The timeline depends on how mature the vendor’s existing processes are. Organisations with well-documented development processes and existing security practices typically take six to twelve months from gap assessment to certification. Organisations building security practices from scratch typically take eighteen months to two years. The assessment itself, once the vendor is ready, typically takes several weeks depending on the certification body and the scope of the assessment.
Which certification bodies offer IEC 62443-4-1 assessments?
Several internationally recognised certification bodies offer IEC 62443-4-1 assessments, including exida, TÜV SÜD, TÜV Rheinland, UL Solutions, Intertek, and SGS. The choice of certification body affects the timeline, cost, and geographic recognition of the certification. For vendors with customers in specific markets, choosing a certification body that is well-recognised in those markets is worth considering.

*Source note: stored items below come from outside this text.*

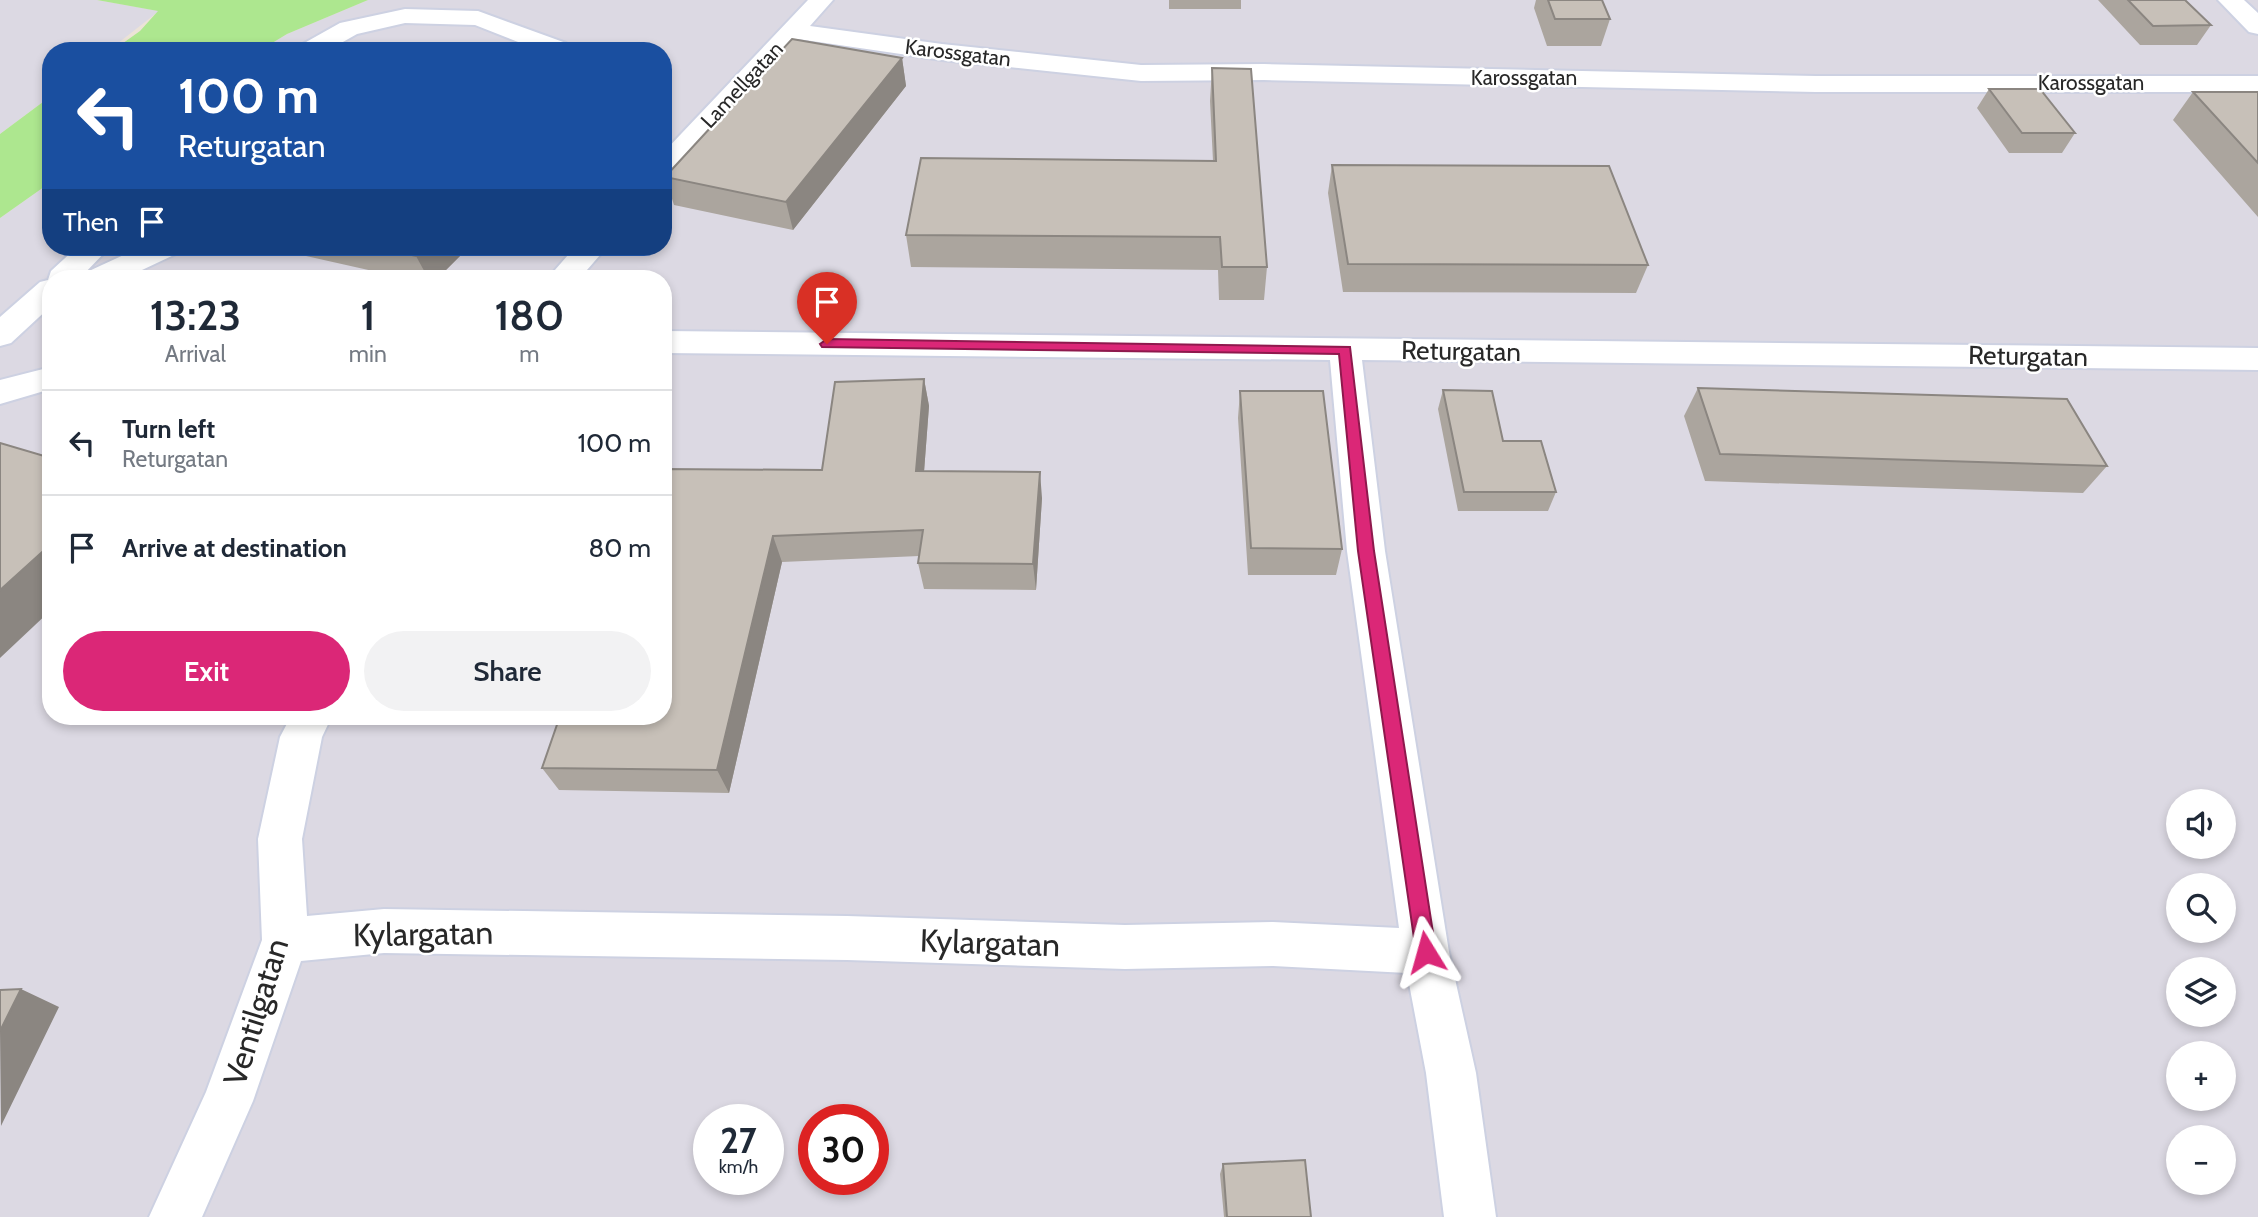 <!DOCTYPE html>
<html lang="en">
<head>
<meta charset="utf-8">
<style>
	:root { --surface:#fff; --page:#f2f2f3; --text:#1f2937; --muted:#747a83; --line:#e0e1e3; --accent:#db2777 }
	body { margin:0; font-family:Cabin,sans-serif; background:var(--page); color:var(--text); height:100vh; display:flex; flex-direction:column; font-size:26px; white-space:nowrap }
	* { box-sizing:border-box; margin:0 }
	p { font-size:23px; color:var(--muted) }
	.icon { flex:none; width:38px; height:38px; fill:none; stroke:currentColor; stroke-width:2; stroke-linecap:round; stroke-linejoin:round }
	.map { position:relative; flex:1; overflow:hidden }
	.panel { position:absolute; left:42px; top:270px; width:630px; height:455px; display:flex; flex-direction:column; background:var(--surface); border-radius:28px; box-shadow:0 4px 10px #0003 }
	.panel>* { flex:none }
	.guide { position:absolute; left:42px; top:42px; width:630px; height:214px; border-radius:28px; box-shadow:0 4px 10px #0003; background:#1a4fa0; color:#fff; overflow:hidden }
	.controls { position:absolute; left:2166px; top:789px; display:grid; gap:14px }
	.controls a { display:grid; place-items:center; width:70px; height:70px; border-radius:50%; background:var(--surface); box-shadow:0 4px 10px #0003; font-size:35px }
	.speed { position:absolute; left:693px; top:1104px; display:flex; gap:14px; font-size:35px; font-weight:700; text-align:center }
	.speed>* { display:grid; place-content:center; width:91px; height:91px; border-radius:50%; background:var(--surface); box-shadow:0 4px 10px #0003; line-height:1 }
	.speed small { font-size:18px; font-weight:400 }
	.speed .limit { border:10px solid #d22; background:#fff; color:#111 }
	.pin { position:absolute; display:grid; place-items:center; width:60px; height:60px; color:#fff; margin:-72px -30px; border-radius:50% 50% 50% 0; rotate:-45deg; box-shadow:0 0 7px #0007 }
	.pin .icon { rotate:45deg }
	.me { position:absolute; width:77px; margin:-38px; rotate:352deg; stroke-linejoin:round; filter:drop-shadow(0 0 5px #0008) }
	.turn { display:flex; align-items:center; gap:24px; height:147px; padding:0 21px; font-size:32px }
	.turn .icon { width:91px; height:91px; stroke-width:2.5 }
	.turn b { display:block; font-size:49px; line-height:60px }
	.then { display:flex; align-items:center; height:66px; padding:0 21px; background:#0003; gap:14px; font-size:26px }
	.eta { display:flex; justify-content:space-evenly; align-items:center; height:119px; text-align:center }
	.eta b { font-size:42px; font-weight:600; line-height:49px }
	.action { display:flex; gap:14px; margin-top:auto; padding:14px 21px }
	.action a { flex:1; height:80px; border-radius:42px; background:var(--accent); color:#fff; font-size:28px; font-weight:600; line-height:80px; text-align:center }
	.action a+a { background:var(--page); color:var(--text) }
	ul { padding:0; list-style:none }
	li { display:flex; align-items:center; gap:21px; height:105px; padding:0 21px; border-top:2px solid var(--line) }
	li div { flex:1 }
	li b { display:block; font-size:26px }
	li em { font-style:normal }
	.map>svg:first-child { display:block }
	.industrial { fill:#dcd9e3; fill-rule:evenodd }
	.green { fill:#ade78f }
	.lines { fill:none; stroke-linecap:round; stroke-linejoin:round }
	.minor-casing { stroke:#cdd1e2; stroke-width:4 }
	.minor { fill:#fff; fill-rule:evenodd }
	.wall { fill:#aba59e }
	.shaded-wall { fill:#8b8681 }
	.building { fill:#c7c0b8; stroke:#8b8681; stroke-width:2 }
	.route { fill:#db2777; stroke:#8e194d; stroke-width:2 }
	.labels { text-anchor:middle; stroke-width:5; stroke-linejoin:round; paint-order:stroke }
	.far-street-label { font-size:21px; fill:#282828; stroke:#fff }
	.street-label { font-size:26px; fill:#282828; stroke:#fff }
	.near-street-label { font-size:32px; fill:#282828; stroke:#fff }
</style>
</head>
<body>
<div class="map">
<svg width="2258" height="1217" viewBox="0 0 2258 1217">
	<rect width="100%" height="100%" fill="#ece3d7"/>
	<!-- industrial -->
	<path class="industrial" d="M0,0H97L159,11L108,51H51V96L0,134Z
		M368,0H2258V1217H0V218L51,182V247H663V51H259L287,34ZM51,278H663V716H51ZM2179,802H2224V847H2179ZM2179,886H2224V931H2179ZM2179,970H2224V1015H2179ZM2179,1054H2224V1099H2179ZM709,1120H768V1180H709ZM814,1120H873V1180H814ZM2179,1138H2224V1183H2179Z"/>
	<!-- green -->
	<path class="green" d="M97,0H368L287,34L259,51H112L140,31L158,11Z
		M51,96V182L0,218V134Z"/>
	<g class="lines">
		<defs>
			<path id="minor" d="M808,0H833L810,26L942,44L1141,65L1264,64L1816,76H2258V92H1816L1264,80L1141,81L942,60L798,39L673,176L663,178V153Z
				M2218,0H2244L2258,13V34L2249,32Z
				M405,9L478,11L566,43L570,48L568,51H541L475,25L405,23L357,34L327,51H295L299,46L340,23Z
				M77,247H110L80,278H51V306L11,343L0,346V317L40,282L48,280L51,271Z
				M141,247H180L176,254L125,278H85L89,271Z
				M575,247H607L580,278H548Z
				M663,331L2258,348V370L1362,360L1385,551L1449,952L1476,1073L1496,1217H1444L1426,1073L1407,973L1273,966L1125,969L847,960L384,953L301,961L253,1101L202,1217H149L206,1092L262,940L258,839L280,737L291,716H332L322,737L302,839L307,916L384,909L847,916L1125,925L1273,922L1399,928L1347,551L1330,360L663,353Z
				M51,367V389L0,404V380Z"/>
		</defs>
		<!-- minor casing -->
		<use href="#minor" class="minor-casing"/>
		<!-- minor -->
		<use href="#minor" class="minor"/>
	</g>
	<!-- wall -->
	<path class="wall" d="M1169,0H1241V9H1169Z
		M1536,0H1602L1610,19L1601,46H1547L1534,8Z
		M2098,0H2185L2211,25L2197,45H2140Z
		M902,58L906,86L793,230L674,205L665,177Z
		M1212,68L1267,267L1264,300H1219L1218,270L911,267L906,235L1213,161L1210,101Z
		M1989,89L2075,133L2062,153H2009L1977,108Z
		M2193,92H2258V217L2173,120Z
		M1332,165L1648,265L1636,293L1343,292L1328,193Z
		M266,247H469L438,278H404Z
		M924,379L929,406L924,472L1042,498L1036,590L924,589L918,563L919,556L782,562L729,793L559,790L542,768L663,469L822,470Z
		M1698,388L2107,466L2083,493L1705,481L1684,416Z
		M1443,390L1503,441L1556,492L1548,511H1458L1438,409Z
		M1240,391L1342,549L1336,575H1248L1238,418Z
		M1223,1164L1311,1217H1224L1220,1174Z"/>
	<!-- shaded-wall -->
	<path class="shaded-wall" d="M902,58L906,86L793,230L786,202Z
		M426,247H469L438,278H428L416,256Z
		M924,379L929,406L922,498L916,471Z
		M1040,472L1042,498L1036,590L1033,564Z
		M773,536L782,562L729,793L717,770Z
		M51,544V610L0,658V590Z
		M21,989L59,1007L1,1126L0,1031Z"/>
	<!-- building -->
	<path class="building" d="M1548,0H1602L1610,19H1555Z
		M2128,0H2185L2211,25L2153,26Z
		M792,39L902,58L786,202L665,177Z
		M1212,68L1251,69L1267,267H1222L1220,237L906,235L921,158L1216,161Z
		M1989,89H2040L2075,133H2022Z
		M2193,92H2258V163Z
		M1332,165L1609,166L1648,265L1348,264Z
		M373,247H426L416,256Z
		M924,379L916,471L1040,472L1033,564L918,563L923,530L773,536L717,770L542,768L560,716H663V469L822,470L835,382Z
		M1698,388L2067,399L2107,466L1720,454Z
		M1443,390L1492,391L1503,441H1541L1556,492H1464Z
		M1240,391H1323L1342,549L1251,548Z
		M0,443L51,458V544L0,590Z
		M21,989L0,1031V990Z
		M1305,1160L1311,1217H1227L1223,1164Z"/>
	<!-- route -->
	<path class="route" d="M827,339L1350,347L1374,551L1436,952L1433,958L1426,961L1419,958L1416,952L1358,551L1339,354L822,347L820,344Z"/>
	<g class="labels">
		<!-- far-street labels -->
		<g class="far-street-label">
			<text transform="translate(958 53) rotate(7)" y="7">Karossgatan</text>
			<text x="1524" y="85">Karossgatan</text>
			<text x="2091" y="90">Karossgatan</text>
			<text transform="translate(742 85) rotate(-47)" y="7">Lamellgatan</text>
		</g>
		<!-- street labels -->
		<g class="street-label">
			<text transform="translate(1461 351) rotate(1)" y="9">Returgatan</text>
			<text transform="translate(2028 356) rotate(1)" y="9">Returgatan</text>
		</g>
		<!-- near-street labels -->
		<g class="near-street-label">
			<text transform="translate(423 934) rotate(-1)" y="11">Kylargatan</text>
			<text transform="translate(990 943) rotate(2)" y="11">Kylargatan</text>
			<text transform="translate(256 1012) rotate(-73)" y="11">Ventilgatan</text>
		</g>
	</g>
</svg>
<div class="controls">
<a><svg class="icon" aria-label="sound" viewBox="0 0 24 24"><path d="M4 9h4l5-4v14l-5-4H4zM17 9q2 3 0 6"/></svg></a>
<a><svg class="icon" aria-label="search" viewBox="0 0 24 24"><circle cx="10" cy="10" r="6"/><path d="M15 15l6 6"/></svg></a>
<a><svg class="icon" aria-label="layers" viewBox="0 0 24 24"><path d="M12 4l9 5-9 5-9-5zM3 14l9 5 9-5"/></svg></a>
<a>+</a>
<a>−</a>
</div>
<div class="speed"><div>27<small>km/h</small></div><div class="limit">30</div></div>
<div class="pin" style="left:827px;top:344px;background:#d93025"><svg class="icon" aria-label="arrive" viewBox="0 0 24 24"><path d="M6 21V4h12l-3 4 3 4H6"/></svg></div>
<svg class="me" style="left:1426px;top:952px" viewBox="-20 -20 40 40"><path d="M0-17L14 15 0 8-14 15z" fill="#db2777" stroke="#fff" stroke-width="4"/></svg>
<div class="guide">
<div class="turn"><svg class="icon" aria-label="left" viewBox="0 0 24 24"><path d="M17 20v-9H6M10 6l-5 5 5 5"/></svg><div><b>100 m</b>Returgatan</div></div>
<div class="then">Then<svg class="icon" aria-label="arrive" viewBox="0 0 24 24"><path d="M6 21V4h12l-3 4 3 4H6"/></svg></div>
</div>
<section class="panel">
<div class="eta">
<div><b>13:23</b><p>Arrival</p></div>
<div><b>1</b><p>min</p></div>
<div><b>180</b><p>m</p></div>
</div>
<ul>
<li><svg class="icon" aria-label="left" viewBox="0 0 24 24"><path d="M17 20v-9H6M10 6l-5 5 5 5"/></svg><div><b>Turn left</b><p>Returgatan</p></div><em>100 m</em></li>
<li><svg class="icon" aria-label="arrive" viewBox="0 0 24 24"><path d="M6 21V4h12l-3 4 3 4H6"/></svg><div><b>Arrive at destination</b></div><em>80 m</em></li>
</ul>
<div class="action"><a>Exit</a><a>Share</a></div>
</section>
</div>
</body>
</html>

Does IEC 62443-4-1 certification cover specific products?
No. IEC 62443-4-1 certifies the development process, not a specific product. A vendor certified to IEC 62443-4-1 has demonstrated that their development lifecycle meets the standard’s requirements. Products developed through that process can then be assessed for IEC 62443-4-2 component certification, which does certify specific products against specific security level requirements.
What is the difference between IEC 62443-4-1 Maturity Level 2 and Maturity Level 3?
Maturity Level 2 requires that each practice is applied according to a defined, documented process consistently across projects. Maturity Level 3 requires that the process is standardised across the organisation, measured against defined metrics, and subject to formal review processes that demonstrate effective application rather than just consistent application. The practical difference is the level of measurement, governance, and demonstrable effectiveness that the organisation must maintain.
How does IEC 62443-4-1 relate to ISO 27001?
ISO 27001 is an information security management system standard that applies to an organisation’s information security risk management broadly. IEC 62443-4-1 is a product development process standard that applies specifically to how industrial components are designed, built, tested, and maintained. ISO 27001 certification does not satisfy IEC 62443-4-1 requirements, though some of the governance and process documentation work done for ISO 27001 provides a useful foundation for IEC 62443-4-1 practice implementation.